[Stored items]
☆ ☆ ☆
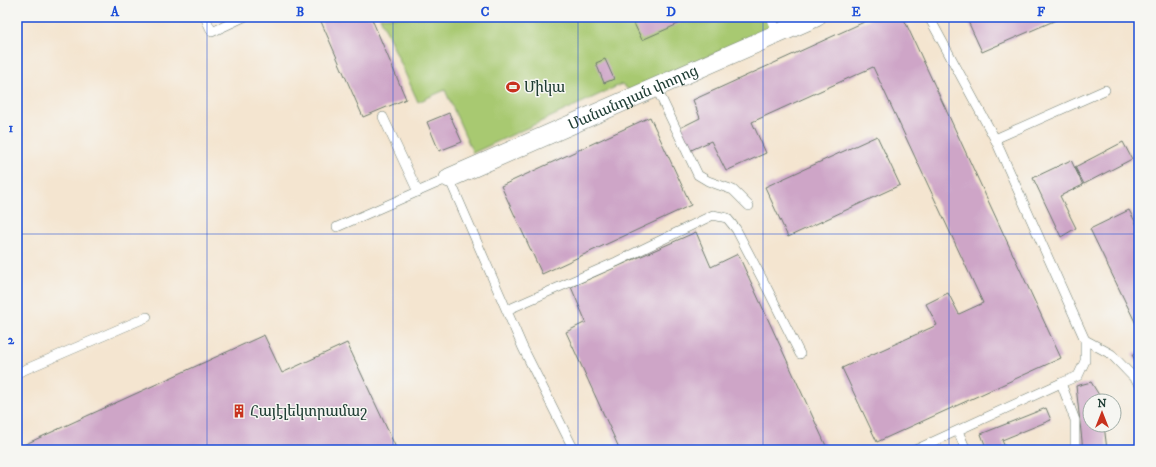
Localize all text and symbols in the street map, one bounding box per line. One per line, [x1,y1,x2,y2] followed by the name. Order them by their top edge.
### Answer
[110,4,120,20] text: A
[296,4,304,20] text: B
[481,4,490,20] text: C
[666,4,676,20] text: D
[851,4,861,20] text: E
[1037,4,1046,20] text: F
[565,60,701,134] street label: Մանանդյան փողոց
[524,78,565,97] place label: Միկա
[505,79,521,95] sports icon: Միկա
[9,120,14,136] text: 1
[8,332,15,348] text: 2
[1082,393,1122,433] north arrow
[1097,397,1107,411] text: N
[250,402,367,421] place label: Հայէլեկտրամաշ
[231,403,247,419] building icon: Հայէլեկտրամաշ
☆ ☆ ☆
INSTRUCTIONS FOR THE TASK:
All lines above must be repeated exactly, and the pictures must be omitted.

PROBLEM SOLUTION:
Localize all text and symbols in the street map, one bounding box per line. One per line, [x1,y1,x2,y2] followed by the name. Order them by their top edge.
### Answer
[110,4,120,20] text: A
[296,4,304,20] text: B
[481,4,490,20] text: C
[666,4,676,20] text: D
[851,4,861,20] text: E
[1037,4,1046,20] text: F
[565,60,701,134] street label: Մանանդյան փողոց
[524,78,565,97] place label: Միկա
[505,79,521,95] sports icon: Միկա
[9,120,14,136] text: 1
[8,332,15,348] text: 2
[1082,393,1122,433] north arrow
[1097,397,1107,411] text: N
[250,402,367,421] place label: Հայէլեկտրամաշ
[231,403,247,419] building icon: Հայէլեկտրամաշ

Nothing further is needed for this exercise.